Microsoft attempted to deviate from the standard Windows format in a way that may very well have enhanced its usability in the long run and future proofed the OS against further developments. In particular, Windows 8 was designed to run as both touch and desktop, a good move for Microsoft in an increasingly touch-centric world.
But it didn’t work. It asked the user to forge too many new heuristics, and abandon too many well-travelled paths.
We all saw the result – an abandonment of 8, an iteration with 8.1, and the rapid redesign and deployment of a new OS, Windows 10 (skipping 9 all together to avoid even the faintest taint of 8 – or, perhaps due to lazy coding).
Here’s where they went wrong.
No start menu
Every single Windows OS until 8 had a start menu. It’s the hallmark of Windows, and is supremely functional for experienced and novice users alike.
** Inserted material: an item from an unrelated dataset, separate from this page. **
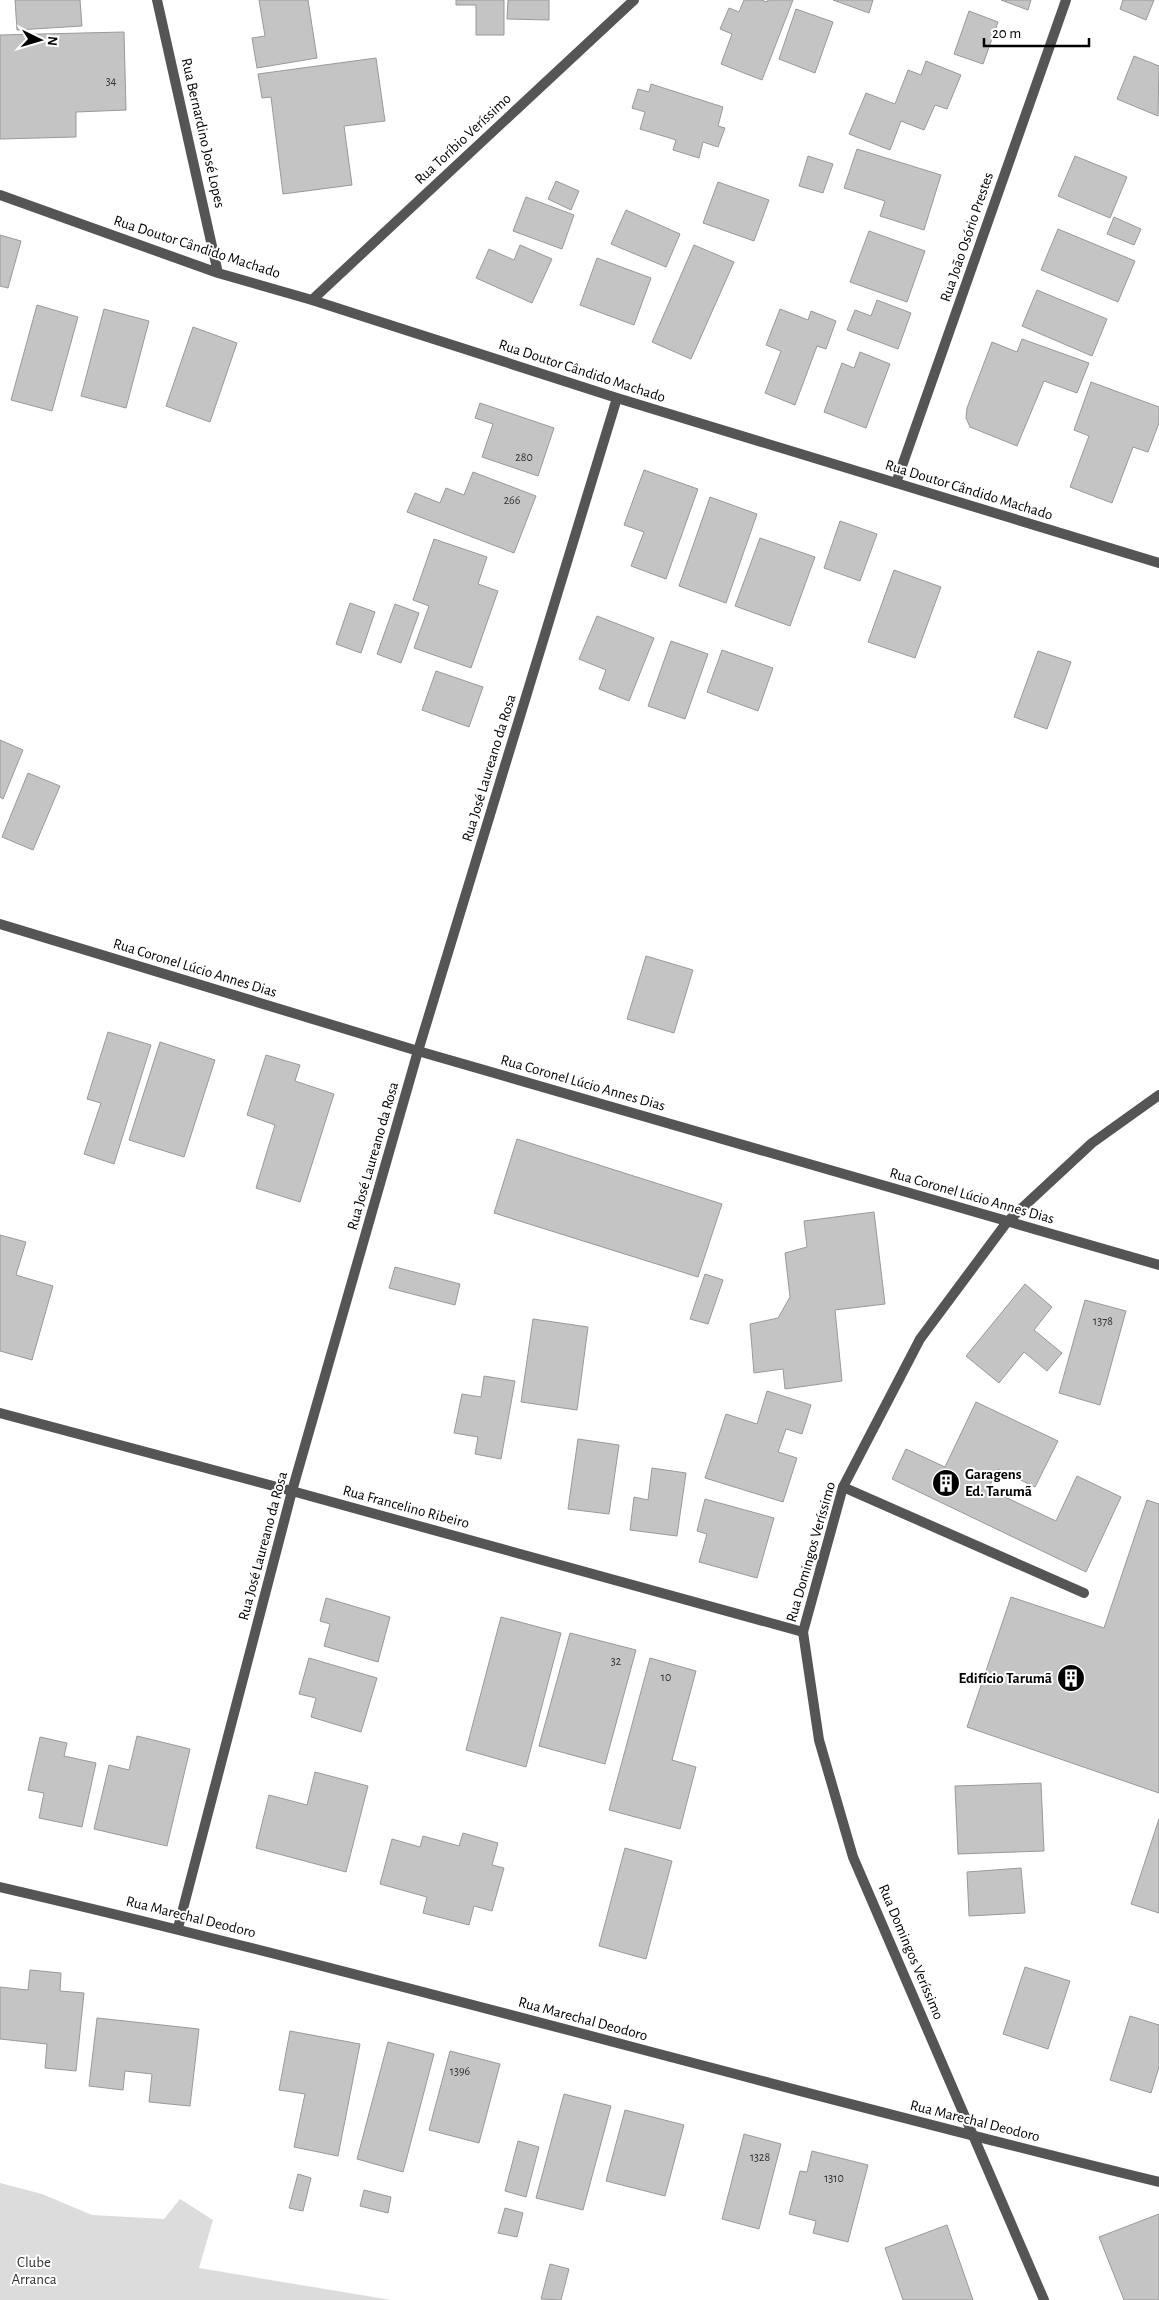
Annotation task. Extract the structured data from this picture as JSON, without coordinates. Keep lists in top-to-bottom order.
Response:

When Microsoft scrapped it in 8, they forced users to rethink how they navigate around the computer in a very fundamental way, which is both a slow and unpleasant experience.
Not everything about 8 was an outright bad idea, though.
They developed a series of universal commands that could be applied to whatever you were looking at. These included share, search, and settings. So you might be looking through pictures and want to share one, you can easily.
And that experience is the same for reading something online that you want to share.
Having one experience across multiple apps is a good idea, but Microsoft forgot that this was a new feature.
It was supposed to be accessed by swiping either a mouse or a finger on the right hand side of the screen to pull out a menu. But without that previous heuristic in place, users struggled to find it and struggled even more to remember it.
The result is that what might have been a good feature was simply confusing when it was present and absent when it was needed.
You might be thinking that revisiting the basics is never a good idea, but that’s not the case. Redesigning even fundamental things can be a great way to improve your UX.
The password confirmation field, for example, can be simply avoided with a ‘show password’ button. Easy and effective, and vast UX improvement.
However, when you are designing fundamental changes to a website, you need to consider:
- Is your change going to be instantly grasped by users?
- What is your uptake time – how long will it take users to write new paths and erase old heuristics?
- What’s the gain? Will your UX improve by a little or a lot?
Some things, like changing the magnifying glass icon to something more search-related (say, an eyeball) is probably not worth it. You stand to have a long uptake time for users to know what’s going on and very little UX improvement.
However, other things, like changing how users enter passwords, might be a huge improvement with a relatively small uptake time.
As usual, it comes back to thinking critically about what your users want and making small, incremental changes based user testing and data.